===== DATA LISTING =====
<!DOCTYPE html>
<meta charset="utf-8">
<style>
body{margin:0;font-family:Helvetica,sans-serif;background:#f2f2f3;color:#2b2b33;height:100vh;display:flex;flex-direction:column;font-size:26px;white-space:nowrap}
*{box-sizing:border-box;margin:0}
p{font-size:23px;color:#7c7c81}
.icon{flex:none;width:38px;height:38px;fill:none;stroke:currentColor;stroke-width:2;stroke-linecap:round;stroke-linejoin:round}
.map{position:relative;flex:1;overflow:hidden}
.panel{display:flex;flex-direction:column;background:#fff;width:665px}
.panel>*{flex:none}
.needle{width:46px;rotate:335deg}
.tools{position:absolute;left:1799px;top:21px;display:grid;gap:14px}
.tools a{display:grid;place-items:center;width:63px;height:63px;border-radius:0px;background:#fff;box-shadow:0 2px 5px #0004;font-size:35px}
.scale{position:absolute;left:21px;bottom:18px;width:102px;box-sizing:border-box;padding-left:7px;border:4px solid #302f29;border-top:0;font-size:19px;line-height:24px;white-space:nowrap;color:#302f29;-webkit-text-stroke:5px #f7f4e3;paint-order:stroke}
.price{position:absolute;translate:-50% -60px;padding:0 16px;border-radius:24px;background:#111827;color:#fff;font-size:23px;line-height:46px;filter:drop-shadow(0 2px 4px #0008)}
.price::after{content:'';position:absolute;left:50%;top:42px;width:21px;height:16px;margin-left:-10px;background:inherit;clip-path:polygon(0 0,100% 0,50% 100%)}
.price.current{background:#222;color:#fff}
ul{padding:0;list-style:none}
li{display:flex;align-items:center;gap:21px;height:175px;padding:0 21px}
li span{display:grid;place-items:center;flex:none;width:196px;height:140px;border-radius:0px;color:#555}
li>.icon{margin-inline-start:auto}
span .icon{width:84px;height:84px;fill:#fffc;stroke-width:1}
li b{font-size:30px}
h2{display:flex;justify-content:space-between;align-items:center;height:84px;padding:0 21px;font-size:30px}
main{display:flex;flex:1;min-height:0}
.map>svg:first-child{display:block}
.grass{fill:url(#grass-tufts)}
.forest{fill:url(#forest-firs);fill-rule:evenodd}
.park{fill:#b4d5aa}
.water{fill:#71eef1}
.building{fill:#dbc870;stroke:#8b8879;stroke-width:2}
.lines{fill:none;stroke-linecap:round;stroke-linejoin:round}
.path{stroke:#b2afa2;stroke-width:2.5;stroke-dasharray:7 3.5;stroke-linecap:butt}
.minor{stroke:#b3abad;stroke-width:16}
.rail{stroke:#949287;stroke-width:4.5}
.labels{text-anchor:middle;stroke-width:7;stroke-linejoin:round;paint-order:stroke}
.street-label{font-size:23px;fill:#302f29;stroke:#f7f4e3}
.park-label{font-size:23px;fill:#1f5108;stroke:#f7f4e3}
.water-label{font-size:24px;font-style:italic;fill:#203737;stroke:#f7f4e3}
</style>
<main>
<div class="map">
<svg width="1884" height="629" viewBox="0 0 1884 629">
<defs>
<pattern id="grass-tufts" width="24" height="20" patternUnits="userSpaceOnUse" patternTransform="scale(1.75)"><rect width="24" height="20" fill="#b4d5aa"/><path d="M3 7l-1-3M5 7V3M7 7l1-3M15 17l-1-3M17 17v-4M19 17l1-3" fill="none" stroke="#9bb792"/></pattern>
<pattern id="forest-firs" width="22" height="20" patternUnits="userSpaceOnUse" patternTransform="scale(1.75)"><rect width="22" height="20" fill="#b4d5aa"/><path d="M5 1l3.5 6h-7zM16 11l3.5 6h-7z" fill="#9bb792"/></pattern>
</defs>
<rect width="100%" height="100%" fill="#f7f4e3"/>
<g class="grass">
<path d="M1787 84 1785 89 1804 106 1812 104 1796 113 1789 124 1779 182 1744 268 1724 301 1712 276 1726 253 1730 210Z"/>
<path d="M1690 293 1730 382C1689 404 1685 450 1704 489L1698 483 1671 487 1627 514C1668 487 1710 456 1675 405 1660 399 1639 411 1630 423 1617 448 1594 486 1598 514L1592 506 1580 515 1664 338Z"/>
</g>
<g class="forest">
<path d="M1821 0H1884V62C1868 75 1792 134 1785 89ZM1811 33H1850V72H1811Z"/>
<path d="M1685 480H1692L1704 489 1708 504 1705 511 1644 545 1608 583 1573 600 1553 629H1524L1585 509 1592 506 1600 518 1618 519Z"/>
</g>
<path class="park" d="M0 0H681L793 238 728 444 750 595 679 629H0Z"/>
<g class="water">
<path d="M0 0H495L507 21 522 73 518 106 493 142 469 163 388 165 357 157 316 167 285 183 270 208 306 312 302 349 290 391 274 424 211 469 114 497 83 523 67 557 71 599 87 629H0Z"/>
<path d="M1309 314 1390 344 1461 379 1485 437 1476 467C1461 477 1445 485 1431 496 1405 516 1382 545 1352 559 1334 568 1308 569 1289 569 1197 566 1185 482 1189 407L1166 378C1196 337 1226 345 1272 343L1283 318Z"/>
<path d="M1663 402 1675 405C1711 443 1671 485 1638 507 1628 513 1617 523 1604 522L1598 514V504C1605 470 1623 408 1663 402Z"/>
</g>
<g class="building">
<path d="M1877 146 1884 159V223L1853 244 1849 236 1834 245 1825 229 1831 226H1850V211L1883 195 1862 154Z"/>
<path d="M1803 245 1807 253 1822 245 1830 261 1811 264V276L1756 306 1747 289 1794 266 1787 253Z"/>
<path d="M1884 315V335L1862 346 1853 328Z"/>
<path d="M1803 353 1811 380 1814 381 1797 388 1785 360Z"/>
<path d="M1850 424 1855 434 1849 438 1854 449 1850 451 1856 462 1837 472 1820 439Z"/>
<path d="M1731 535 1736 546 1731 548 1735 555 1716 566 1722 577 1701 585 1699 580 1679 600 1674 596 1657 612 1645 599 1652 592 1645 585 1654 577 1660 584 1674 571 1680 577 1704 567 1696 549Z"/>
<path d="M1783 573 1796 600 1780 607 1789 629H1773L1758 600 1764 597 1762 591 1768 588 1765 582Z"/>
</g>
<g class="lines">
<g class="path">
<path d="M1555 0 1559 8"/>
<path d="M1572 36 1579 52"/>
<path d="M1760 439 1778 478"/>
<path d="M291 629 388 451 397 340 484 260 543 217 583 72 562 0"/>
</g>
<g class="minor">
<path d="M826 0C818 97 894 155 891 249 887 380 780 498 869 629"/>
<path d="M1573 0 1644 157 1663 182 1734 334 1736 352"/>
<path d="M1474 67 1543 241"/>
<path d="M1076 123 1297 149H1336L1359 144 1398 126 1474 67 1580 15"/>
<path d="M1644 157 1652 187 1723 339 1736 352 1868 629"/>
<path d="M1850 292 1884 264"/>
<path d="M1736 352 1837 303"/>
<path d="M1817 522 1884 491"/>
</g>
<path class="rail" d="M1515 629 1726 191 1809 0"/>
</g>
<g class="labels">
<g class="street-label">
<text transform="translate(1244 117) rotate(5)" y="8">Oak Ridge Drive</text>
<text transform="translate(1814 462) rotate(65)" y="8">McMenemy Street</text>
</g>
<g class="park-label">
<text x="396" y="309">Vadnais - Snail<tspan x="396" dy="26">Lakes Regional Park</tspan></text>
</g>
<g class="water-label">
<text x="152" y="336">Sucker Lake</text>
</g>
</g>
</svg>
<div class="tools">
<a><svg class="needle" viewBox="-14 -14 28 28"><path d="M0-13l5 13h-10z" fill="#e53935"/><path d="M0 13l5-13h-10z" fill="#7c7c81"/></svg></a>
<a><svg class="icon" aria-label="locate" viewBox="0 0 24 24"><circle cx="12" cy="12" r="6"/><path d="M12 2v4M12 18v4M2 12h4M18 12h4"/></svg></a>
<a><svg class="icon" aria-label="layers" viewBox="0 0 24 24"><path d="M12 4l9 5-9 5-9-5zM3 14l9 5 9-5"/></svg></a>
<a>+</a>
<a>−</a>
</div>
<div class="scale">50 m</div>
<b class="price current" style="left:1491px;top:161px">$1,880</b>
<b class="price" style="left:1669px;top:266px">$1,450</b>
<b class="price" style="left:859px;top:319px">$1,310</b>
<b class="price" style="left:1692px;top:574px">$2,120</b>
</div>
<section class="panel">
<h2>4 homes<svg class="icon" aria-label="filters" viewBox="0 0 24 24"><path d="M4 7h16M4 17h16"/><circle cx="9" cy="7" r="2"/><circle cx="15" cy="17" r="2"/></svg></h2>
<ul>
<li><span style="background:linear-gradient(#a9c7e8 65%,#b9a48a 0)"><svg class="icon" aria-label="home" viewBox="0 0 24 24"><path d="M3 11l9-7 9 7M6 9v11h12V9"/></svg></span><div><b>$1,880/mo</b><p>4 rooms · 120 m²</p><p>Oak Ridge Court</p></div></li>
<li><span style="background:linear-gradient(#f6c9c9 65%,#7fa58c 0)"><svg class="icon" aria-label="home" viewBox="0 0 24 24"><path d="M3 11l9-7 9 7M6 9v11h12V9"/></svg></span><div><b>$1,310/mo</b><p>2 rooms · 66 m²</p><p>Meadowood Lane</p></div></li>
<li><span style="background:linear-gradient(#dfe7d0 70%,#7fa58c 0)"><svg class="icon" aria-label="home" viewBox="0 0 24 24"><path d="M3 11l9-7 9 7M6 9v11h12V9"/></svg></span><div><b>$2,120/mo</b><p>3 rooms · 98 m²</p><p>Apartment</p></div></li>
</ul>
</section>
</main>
=====
Every line in the records that holds the word "sizing" should be copied into the answer.

RESPONSE:
*{box-sizing:border-box;margin:0}
.scale{position:absolute;left:21px;bottom:18px;width:102px;box-sizing:border-box;padding-left:7px;border:4px solid #302f29;border-top:0;font-size:19px;line-height:24px;white-space:nowrap;color:#302f29;-webkit-text-stroke:5px #f7f4e3;paint-order:stroke}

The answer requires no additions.